As the Philadelphia Asian American Film Festival begins its 10th year, it will present 40 feature films and another 40 short films over 11 days.
Most are new, contemporary films, but this year the festival is paying particular attention to Asian-American groundbreakers in Hollywood. The opening event is a rare screening of “The Dragon Painter,” a silent film made almost a century ago starring Sessue Hayakawa.
You might not recognize that name now, but, in his day, he was huge.
“He was the first male sex symbol,” said festival director Rob Buscher. “He was associated with a dangerous foreign element, which the white women audiences really clamored for. He predates Rudolph Valentino, as the dangerous Latin lover. Hayakawa was the forbidden Japanese lover.”
Hayakawa grew up in what is now Minamibōsō on the Chiba Peninsula, near Tokyo. His parents pushed him toward a military career, but a ruptured eardrum disqualified him for combat service, a shame that caused the teenaged Hayakawa to attempt suicide.
He later traveled to the University of Chicago to study economics. There, he excelled as an athlete. After graduation he began to make his way back to Japan but was waylaid in Los Angeles, where he caught the acting bug.
He eventually became a marquee name, one of early silent film’s biggest stars. In 1915 — after the success of Cecil B. DeMille’s “The Cheat,” wherein Hayakawa played a wealthy, manipulative suitor of a married woman — he became one of the highest-paid actors in Hollywood.
In 1918, Hayakawa started his own production company, Hayworth Pictures.

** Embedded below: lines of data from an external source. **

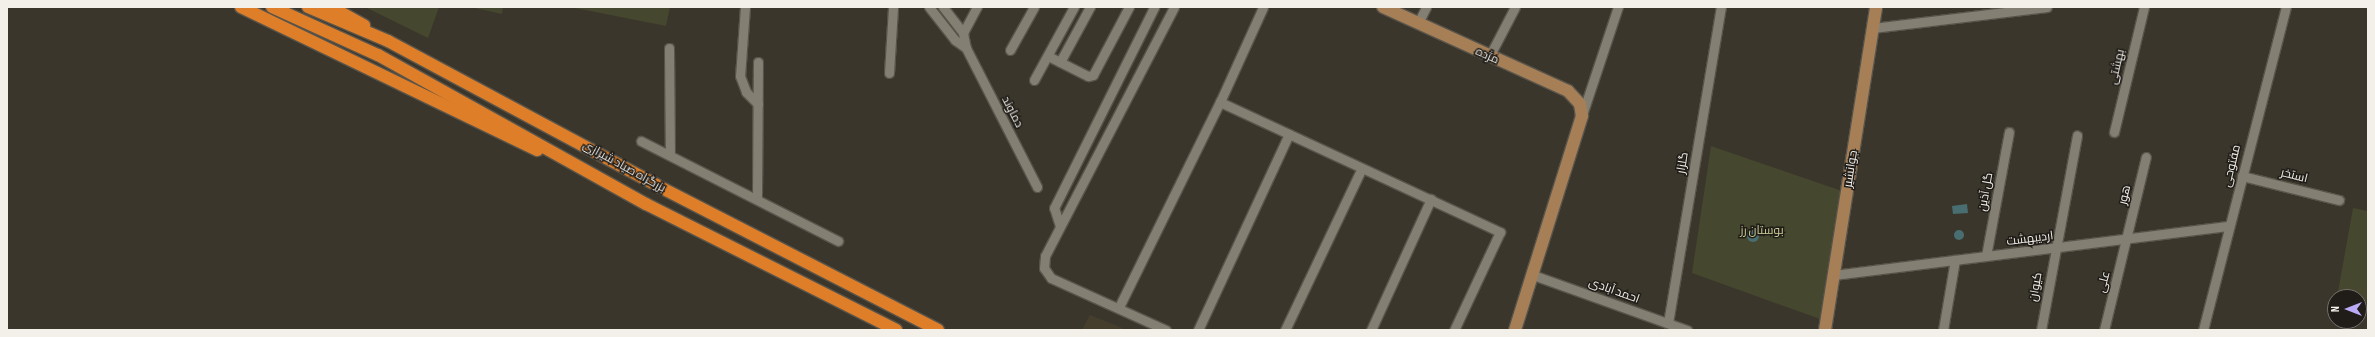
<!DOCTYPE html>
<html>
<head>
<meta charset="utf-8">
<style>
	body { margin:0 }
	#map { position:relative; width:2375px; height:337px; overflow:hidden; background:#3a362b; font-family:"Sofia Sans Condensed",Cairo,sans-serif }
	div>[style] { position:absolute }
	.built>* { inset:0; background:#463e2d }
	.green>* { inset:0; background:#45472e }
	.water>* { inset:0; background:#486e71 }
	.round { border-radius:50% }
	.roads { filter:drop-shadow(1px 0 #58544b) drop-shadow(-1px 0 #58544b) drop-shadow(0 1px #58544b) drop-shadow(0 -1px #58544b) }
	.minor>* { height:9px; margin:-4.5px; padding:0 4.5px; transform-origin:4.5px; border-radius:4.5px; background:#847f73 }
	.secondary>* { height:12px; margin:-6px; padding:0 6px; transform-origin:6px; border-radius:6px; background:#a67f57 }
	.trunk>* { height:12px; margin:-6px; padding:0 6px; transform-origin:6px; border-radius:6px; background:#de7e28 }
	span { translate:-50% -50%; white-space:nowrap; text-align:center; line-height:1.15; -webkit-text-stroke:3px #201d19; paint-order:stroke }
	.street-label { font-size:12px; color:#f3efe9 }
	.park-label { font-size:12px; color:#cacd95 }
	.frame { position:absolute; inset:0; border:8px solid #f3efe9; pointer-events:none }
	.north { position:absolute; left:2327px; top:289px; width:40px; height:40px; box-sizing:border-box; background:#201d19; border:1px solid #74716c; border-radius:50%; rotate:270deg; font-size:11px; font-weight:700; line-height:16px; text-align:center; color:#f3efe9 }
	.north::after { content:''; display:block; margin:auto; width:14px; height:18px; background:#bbaaf6; clip-path:polygon(50% 0,100% 100%,50% 72%,0 100%) }
</style>
</head>
<body>
<div id="map">
	<div class="built">
		<i style="clip-path:polygon(1090px 315px,1127px 330px,1082px 330px)"></i>
	</div>
	<div class="green">
		<i style="clip-path:polygon(365px 7px,439px 7px,428px 38px)"></i>
		<i style="clip-path:polygon(470px 7px,503px 7px,502px 14px)"></i>
		<i style="clip-path:polygon(570px 7px,670px 7px,666px 26px)"></i>
		<i style="clip-path:polygon(1711px 146px,1842px 191px,1820px 319px,1692px 273px)"></i>
		<i style="clip-path:polygon(2353px 208px,2368px 211px,2368px 303px,2359px 302px,2359px 297px,2337px 297px)"></i>
	</div>
	<div class="water">
		<i style="clip-path:polygon(1967px 204px,1968px 213px,1953px 214px,1952px 206px)"></i>
		<i class="round" style="left:1954px;top:230px;width:10px;height:10px"></i>
		<i class="round" style="left:1747px;top:230px;width:12px;height:12px"></i>
	</div>
	<div class="roads">
		<div class="minor">
			<i style="left:745px;top:7px;width:69px;rotate:94.1deg"></i>
			<i style="left:740px;top:76px;width:17px;rotate:69deg"></i>
			<i style="left:746px;top:92px;width:17px;rotate:45deg"></i>
			<i style="left:929px;top:7px;width:42px;rotate:51.8deg"></i>
			<i style="left:955px;top:40px;width:14px;rotate:36deg"></i>
			<i style="left:943px;top:7px;width:33px;rotate:52deg"></i>
			<i style="left:963px;top:33px;width:15px;rotate:79deg"></i>
			<i style="left:966px;top:48px;width:156px;rotate:62.9deg"></i>
			<i style="left:1418px;top:23px;width:18px;rotate:-63deg"></i>
			<i style="left:1873px;top:28px;width:175px;rotate:-6.9deg"></i>
			<i style="left:963px;top:33px;width:30px;rotate:-62deg"></i>
			<i style="left:669px;top:48px;width:107px;rotate:89.5deg"></i>
			<i style="left:1010px;top:50px;width:49px;rotate:-60.8deg"></i>
			<i style="left:1048px;top:56px;width:45px;rotate:26.6deg"></i>
			<i style="left:1088px;top:76px;width:5px;rotate:-11deg"></i>
			<i style="left:1093px;top:75px;width:77px;rotate:-62.1deg"></i>
			<i style="left:1489px;top:57px;width:56px;rotate:-62.5deg"></i>
			<i style="left:1060px;top:62px;width:63px;rotate:-61.4deg"></i>
			<i style="left:889px;top:73px;width:66px;rotate:-86.5deg"></i>
			<i style="left:1034px;top:80px;width:83px;rotate:-61.3deg"></i>
			<i style="left:1220px;top:102px;width:309px;rotate:24.9deg"></i>
			<i style="left:1500px;top:232px;width:108px;rotate:115.1deg"></i>
			<i style="left:1583px;top:112px;width:111px;rotate:-71.6deg"></i>
			<i style="left:2114px;top:132px;width:129px;rotate:-76.5deg"></i>
			<i style="left:641px;top:141px;width:221px;rotate:26.9deg"></i>
			<i style="left:2242px;top:176px;width:100px;rotate:13.9deg"></i>
			<i style="left:757px;top:198px;width:136px;rotate:-89.6deg"></i>
			<i style="left:1060px;top:226px;width:19px;rotate:-108deg"></i>
			<i style="left:1054px;top:208px;width:225px;rotate:-63.5deg"></i>
			<i style="left:1986px;top:256px;width:126px;rotate:-79.5deg"></i>
			<i style="left:1533px;top:275px;width:164px;rotate:19.7deg"></i>
			<i style="left:1834px;top:275px;width:398px;rotate:-7.1deg"></i>
			<i style="left:1119px;top:307px;width:229px;rotate:-63.8deg"></i>
			<i style="left:1220px;top:102px;width:104px;rotate:-65.6deg"></i>
			<i style="left:1668px;top:323px;width:320px;rotate:-80.5deg"></i>
			<i style="left:1166px;top:330px;width:126px;rotate:-155.7deg"></i>
			<i style="left:1051px;top:278px;width:12px;rotate:-125deg"></i>
			<i style="left:1044px;top:268px;width:12px;rotate:-85deg"></i>
			<i style="left:1045px;top:256px;width:280px;rotate:-62.6deg"></i>
			<i style="left:1198px;top:330px;width:216px;rotate:-65.1deg"></i>
			<i style="left:1285px;top:330px;width:179px;rotate:-64.6deg"></i>
			<i style="left:1371px;top:330px;width:144px;rotate:-65.4deg"></i>
			<i style="left:1943px;top:330px;width:71px;rotate:-80.3deg"></i>
			<i style="left:2041px;top:330px;width:198px;rotate:-79.5deg"></i>
			<i style="left:2104px;top:330px;width:178px;rotate:-76.4deg"></i>
			<i style="left:2203px;top:330px;width:333px;rotate:-75.6deg"></i>
		</div>
		<div class="secondary">
			<i style="left:1383px;top:7px;width:203px;rotate:24.4deg"></i>
			<i style="left:1568px;top:91px;width:18px;rotate:47deg"></i>
			<i style="left:1580px;top:104px;width:12px;rotate:81deg"></i>
			<i style="left:1582px;top:116px;width:224px;rotate:107.4deg"></i>
			<i style="left:1825px;top:330px;width:327px;rotate:-81deg"></i>
		</div>
		<div class="trunk">
			<i style="left:241px;top:7px;width:329px;rotate:25.8deg"></i>
			<i style="left:272px;top:7px;width:116px;rotate:24.4deg"></i>
			<i style="left:378px;top:55px;width:307px;rotate:29.1deg"></i>
			<i style="left:646px;top:204px;width:280px;rotate:26.7deg"></i>
			<i style="left:308px;top:7px;width:87px;rotate:23deg"></i>
			<i style="left:388px;top:41px;width:304px;rotate:28.2deg"></i>
			<i style="left:656px;top:185px;width:317px;rotate:27.2deg"></i>
			<i style="left:331px;top:7px;width:38px;rotate:29deg"></i>
		</div>
	</div>
	<div class="street-label">
		<span style="left:1487px;top:56px;rotate:24deg">مژده</span>
		<span style="left:2117px;top:67px;rotate:-77deg">بهشتی</span>
		<span style="left:1012px;top:112px;rotate:63deg">دماوند</span>
		<span style="left:1683px;top:163px;rotate:-81deg">گلزار</span>
		<span style="left:2232px;top:166px;rotate:-76deg">مفتوحی</span>
		<span style="left:624px;top:167px;rotate:29deg">بزرگراه صیاد شیرازی</span>
		<span style="left:1851px;top:169px;rotate:-81deg">جوانشیر</span>
		<span style="left:2294px;top:176px;rotate:14deg">استخر</span>
		<span style="left:1986px;top:192px;rotate:-80deg">گل آذین</span>
		<span style="left:2125px;top:195px;rotate:-76deg">هور</span>
		<span style="left:2030px;top:239px;rotate:-7deg">اردیبهشت</span>
		<span style="left:2104px;top:282px;rotate:-76deg">علی</span>
		<span style="left:2036px;top:287px;rotate:-80deg">کیوان</span>
		<span style="left:1614px;top:291px;rotate:20deg">احمد آبادی</span>
	</div>
	<div class="park-label">
		<span style="left:1762px;top:231px">بوستان رز</span>
	</div>
	<div class="frame"></div>
	<div class="north">N</div>
</div>
</body>
</html>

He produced 22 films, all starring himself. “The Dragon Painter” is one of the very few that survive. It was recently restored by the Eastman House in New York.

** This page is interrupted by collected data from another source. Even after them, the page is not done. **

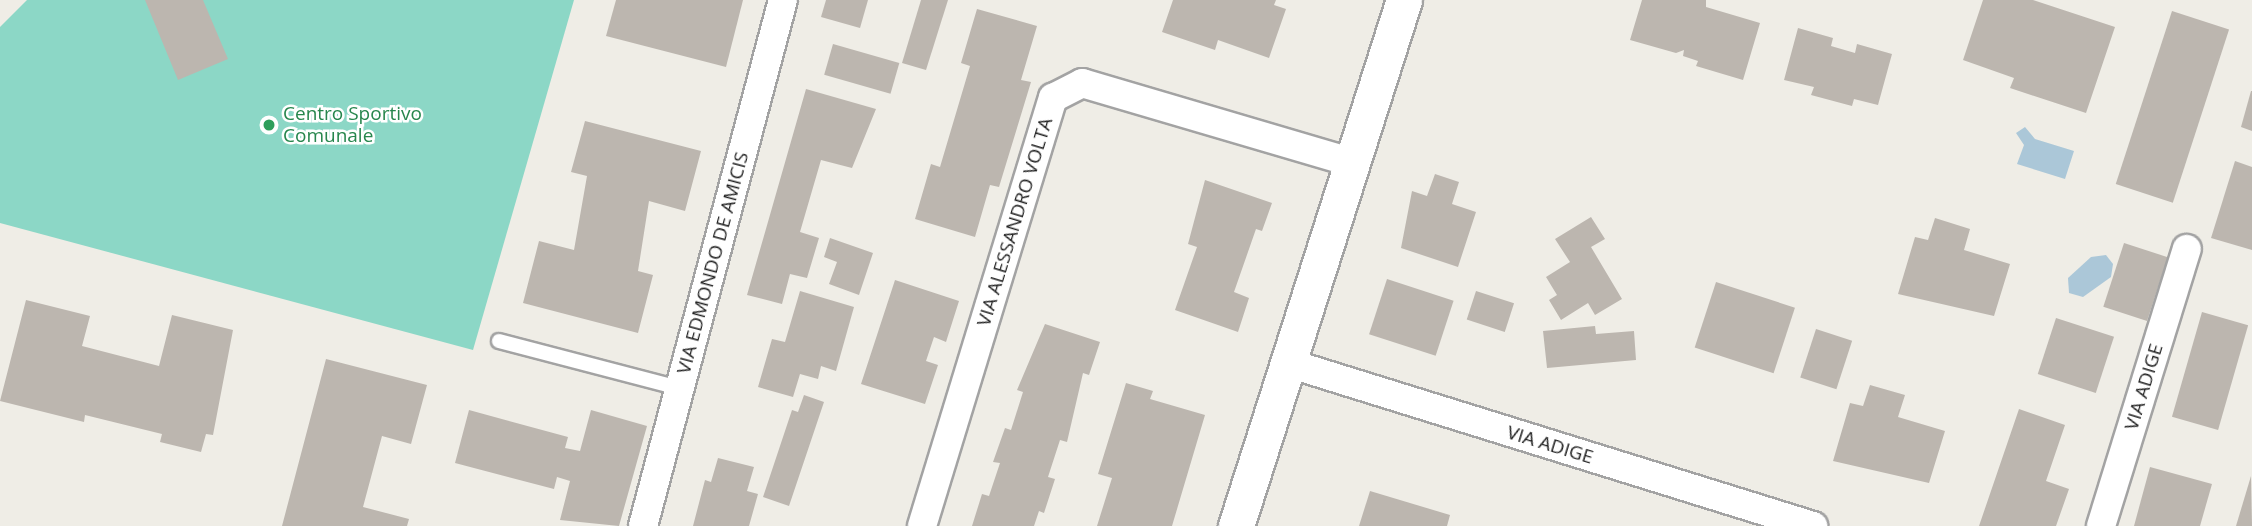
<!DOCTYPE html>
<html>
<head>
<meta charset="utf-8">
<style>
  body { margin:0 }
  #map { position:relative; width:2252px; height:526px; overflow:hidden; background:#efede6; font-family:"Open Sans",sans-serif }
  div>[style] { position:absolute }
  .pitch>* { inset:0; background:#8cd7c6 }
  .water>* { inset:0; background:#abc7d8 }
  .building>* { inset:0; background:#bcb6af; transform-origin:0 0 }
  .roads { filter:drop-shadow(2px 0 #a3a3a3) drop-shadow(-2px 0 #a3a3a3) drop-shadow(0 2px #a3a3a3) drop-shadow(0 -2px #a3a3a3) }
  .service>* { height:14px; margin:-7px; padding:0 7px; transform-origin:7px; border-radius:7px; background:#fff }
  .minor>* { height:28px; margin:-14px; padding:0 14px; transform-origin:14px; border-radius:14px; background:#fff }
  .tertiary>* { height:35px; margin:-17.5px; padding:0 17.5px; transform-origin:17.5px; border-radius:17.5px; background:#fff }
  .dots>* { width:19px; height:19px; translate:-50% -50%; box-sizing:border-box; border:4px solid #fff; border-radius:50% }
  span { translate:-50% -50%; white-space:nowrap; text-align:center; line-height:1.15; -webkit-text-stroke:5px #fff; paint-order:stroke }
  .leisure-label { font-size:19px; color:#27864d }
  .left { translate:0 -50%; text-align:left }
  .street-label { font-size:19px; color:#1f1f1f }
</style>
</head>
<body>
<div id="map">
  <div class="pitch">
    <i style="clip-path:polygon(27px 0,574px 0,473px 350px,0 223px,0 27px)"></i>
  </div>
  <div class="water">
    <i style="clip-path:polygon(2025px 127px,2035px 139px,2074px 151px,2065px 179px,2017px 164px,2024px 145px,2016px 133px)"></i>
    <i style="clip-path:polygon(2106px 255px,2113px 264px,2111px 277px,2083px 297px,2069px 293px,2068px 278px,2091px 257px)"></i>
  </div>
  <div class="building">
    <i style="clip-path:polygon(145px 0,203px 0,228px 59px,178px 80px)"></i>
    <i style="clip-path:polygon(616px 0,743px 0,726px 67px,606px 36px)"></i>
    <i style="clip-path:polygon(826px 0,868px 0,860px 28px,821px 17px)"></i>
    <i style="clip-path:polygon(921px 0,948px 0,926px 70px,902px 63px)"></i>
    <i style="clip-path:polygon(1173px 0,1276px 0,1274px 5px,1286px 9px,1269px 58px,1218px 40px,1215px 50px,1162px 32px)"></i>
    <i style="clip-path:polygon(1642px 0,1706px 0,1706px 7px,1760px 23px,1743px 80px,1696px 66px,1698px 61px,1683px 56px,1684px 50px,1676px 53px,1630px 40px)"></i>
    <i style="clip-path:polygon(1983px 0,2033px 0,2115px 27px,2086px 113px,2010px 88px,2014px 78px,1963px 60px)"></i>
    <i style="clip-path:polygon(977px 9px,1037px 26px,1021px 80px,1031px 82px,999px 187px,990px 185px,975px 237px,915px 219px,931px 164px,940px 167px,970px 66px,961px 63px)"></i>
    <i style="left:2172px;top:11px;width:60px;height:182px;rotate:18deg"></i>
    <i style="clip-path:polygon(1798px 28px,1833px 38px,1831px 46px,1855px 53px,1857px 44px,1892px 54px,1878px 105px,1854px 99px,1852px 106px,1811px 95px,1814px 87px,1784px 80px)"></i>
    <i style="left:833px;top:44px;width:69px;height:32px;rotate:16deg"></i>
    <i style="clip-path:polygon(806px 89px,876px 109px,852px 168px,821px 160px,800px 232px,819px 238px,807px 278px,790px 274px,782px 304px,747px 295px)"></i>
    <i style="clip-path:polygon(2251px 91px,2252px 91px,2252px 131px,2241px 127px)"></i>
    <i style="clip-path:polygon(585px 121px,701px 151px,685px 211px,649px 201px,638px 271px,653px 275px,638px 333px,523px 303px,539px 241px,574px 250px,587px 176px,571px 172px)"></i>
    <i style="clip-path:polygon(2235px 161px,2252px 167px,2252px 250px,2211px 238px)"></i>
    <i style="clip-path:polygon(1435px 174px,1459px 182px,1452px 204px,1476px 212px,1458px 267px,1401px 248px,1412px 191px,1427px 196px)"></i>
    <i style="clip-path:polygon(1205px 180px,1272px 203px,1262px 231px,1256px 229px,1234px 292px,1249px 298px,1238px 332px,1175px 310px,1197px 247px,1188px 244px)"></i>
    <i style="clip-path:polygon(1591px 217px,1605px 239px,1591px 247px,1622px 299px,1595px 315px,1588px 303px,1561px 320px,1549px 300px,1557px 295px,1546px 277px,1570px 262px,1555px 239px)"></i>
    <i style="clip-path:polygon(1935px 218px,1970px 229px,1964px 250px,2010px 264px,1994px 316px,1898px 294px,1915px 237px,1928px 240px)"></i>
    <i style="clip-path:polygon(830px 238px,873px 253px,859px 295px,829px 284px,837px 262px,824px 257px)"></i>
    <i style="left:2124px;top:243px;width:46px;height:67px;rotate:18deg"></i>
    <i style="left:1387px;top:279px;width:70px;height:58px;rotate:18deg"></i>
    <i style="clip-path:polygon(895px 280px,959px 301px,946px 342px,934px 337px,926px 361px,938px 365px,925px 404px,861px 384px)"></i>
    <i style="left:1716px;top:282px;width:83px;height:69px;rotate:18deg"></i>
    <i style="clip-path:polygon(800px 291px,854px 307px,836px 371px,821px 366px,818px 379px,800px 374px,793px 397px,758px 387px,772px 339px,785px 342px)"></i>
    <i style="left:1476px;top:291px;width:40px;height:30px;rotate:18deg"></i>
    <i style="clip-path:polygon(26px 300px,90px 316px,82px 346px,159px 366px,172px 315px,233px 330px,213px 435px,206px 434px,201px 452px,160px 442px,162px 434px,85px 415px,84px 422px,0 401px)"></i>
    <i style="left:2202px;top:312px;width:48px;height:109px;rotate:16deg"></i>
    <i style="left:2056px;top:318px;width:61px;height:59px;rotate:18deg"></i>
    <i style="clip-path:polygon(1045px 324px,1100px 342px,1089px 375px,1083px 373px,1067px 442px,1060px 440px,1048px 477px,1055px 479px,1044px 513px,1039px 511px,1034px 526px,972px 526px,982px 494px,989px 496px,1000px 463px,993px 462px,1005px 428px,1011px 430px,1023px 392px,1017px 390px)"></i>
    <i style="clip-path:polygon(1595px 326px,1596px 334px,1634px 331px,1636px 360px,1547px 368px,1543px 331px)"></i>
    <i style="left:1816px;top:329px;width:38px;height:51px;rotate:18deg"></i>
    <i style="clip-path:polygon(326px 359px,427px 385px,411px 444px,382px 436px,363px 507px,409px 519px,407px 526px,282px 526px)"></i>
    <i style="clip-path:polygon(1126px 383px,1153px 391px,1150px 399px,1205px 415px,1172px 526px,1097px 526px,1112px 478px,1098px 474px)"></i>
    <i style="clip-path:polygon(1870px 385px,1905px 395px,1898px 417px,1945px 431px,1929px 483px,1833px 461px,1850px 403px,1863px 406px)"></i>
    <i style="clip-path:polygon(804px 395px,824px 402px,789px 506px,763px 497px,792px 410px,798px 412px)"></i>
    <i style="clip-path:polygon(2019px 409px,2065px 425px,2046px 481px,2069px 489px,2056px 526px,1979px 526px)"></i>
    <i style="clip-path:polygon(469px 410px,568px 437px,565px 448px,580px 451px,591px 410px,647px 426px,619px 526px,560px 520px,570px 481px,557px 477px,554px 489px,455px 463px)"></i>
    <i style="clip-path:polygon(718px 458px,754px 467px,747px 491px,758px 494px,749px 526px,693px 526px,705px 480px,711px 482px)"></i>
    <i style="clip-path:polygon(2150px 467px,2212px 484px,2200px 526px,2134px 526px)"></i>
    <i style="clip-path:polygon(2251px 476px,2252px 526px,2236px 526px)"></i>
    <i style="clip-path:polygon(1370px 491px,1450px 515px,1447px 526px,1359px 526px)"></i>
  </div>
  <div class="roads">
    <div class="service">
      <i style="left:499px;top:341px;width:187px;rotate:14.6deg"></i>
    </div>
    <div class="minor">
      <i style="left:1288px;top:363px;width:550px;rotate:17.25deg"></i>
      <i style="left:643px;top:526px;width:544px;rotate:-75.1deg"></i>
      <i style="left:922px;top:526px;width:448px;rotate:-73deg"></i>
      <i style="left:1053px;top:98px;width:33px;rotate:-27deg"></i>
      <i style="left:1082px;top:83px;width:283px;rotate:16.4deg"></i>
      <i style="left:2101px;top:526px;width:290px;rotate:-72.8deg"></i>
    </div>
    <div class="tertiary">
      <i style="left:1236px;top:526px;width:552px;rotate:-72.29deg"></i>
    </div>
  </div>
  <div class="dots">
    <i style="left:269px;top:125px;background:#2e9e5b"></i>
  </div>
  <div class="leisure-label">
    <span class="left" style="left:283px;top:125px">Centro Sportivo<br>Comunale</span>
  </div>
  <div class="street-label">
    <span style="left:1015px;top:222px;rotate:-73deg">VIA ALESSANDRO VOLTA</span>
    <span style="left:713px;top:263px;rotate:-75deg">VIA EDMONDO DE AMICIS</span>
    <span style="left:2144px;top:387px;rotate:-73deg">VIA ADIGE</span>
    <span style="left:1550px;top:445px;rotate:17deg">VIA ADIGE</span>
  </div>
</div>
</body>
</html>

His films, however, did not play well in his native Japan because his characters often played up Japanese stereotypes.
“He ended up finding himself in a position where he wasn’t Japanese enough for Japan, and not American enough for America,” said Buscher. “Sadly, a lot of Asian-Americans can still relate to that.”
When Buscher began researching Hayakawa about a year ago to program the film festival, he discovered that even people on the Asian-American film circuit had never heard of him. His star faded with his looks, although he did have a role in David Lean’s Oscar-winning film, “Bridge on the River Kwai,” playing the brutal Japanese commander of a World War II POW camp.
Hayakawa’s off-screen life was perhaps more turbulent than that on-screen. From a suicidal teenager to the toast of Hollywood, he married his on-screen love interest from “The Dragon Painter,” Tsuro Aoki, but fathered a child with a mistress. He and Aoki would later adopt the child.
He abandoned his Hollywood career, bouncing around Europe and Japan on acting gigs, sometimes supporting himself by selling watercolors.
“One of my favorite stories — during World War II, he was in France when it was overrun by the Nazis. So he ended up spending World War II fighting the Nazis as part of the French Resistance,” said Buscher.
As the opening night film of the Asian American Film Festival, “The Dragon Painter” will be presented with a new score composed and performed live by Goh Nakamura, a Japanese-American indie pop songwriter based in San Francisco.
Nakamura has put out several albums under his own name, and contributed soundtracks to a handful of Ridley Scott films. Performing solo, occasionally accompanied by prerecorded tracks, he will play a variety of instruments including electric guitar, vibes, and the taishogoto, — a Japanese harp.
“It’s sort of all over the place,” admitted Nakamura.
While composing for the film, Nakamura discovered Hayakawa was unique among silent film actors, who often tend to overact in order get their point across without language. Instead, Hayakawa was subtle, acting with his eyes.
“It’s a different game. A lot of it is in his face,” said Nakamura. “It’s incredible. He totally makes the movie.”
The festival had been searching for a project that would bring Nakamura to Philadelphia, and “The Dragon Painter” fit the bill.
“Considering this is a 100-year-old film he wanted to make it relevant again,” said Buscher. “Doing an unorthodox music choice for the soundtrack is going to do just that.”
The Asian American Film Festival is hoping to bring back the legacy of Hayakawa, who faced the same cultural stereotypes a century ago that many Asian-Americans deal with today.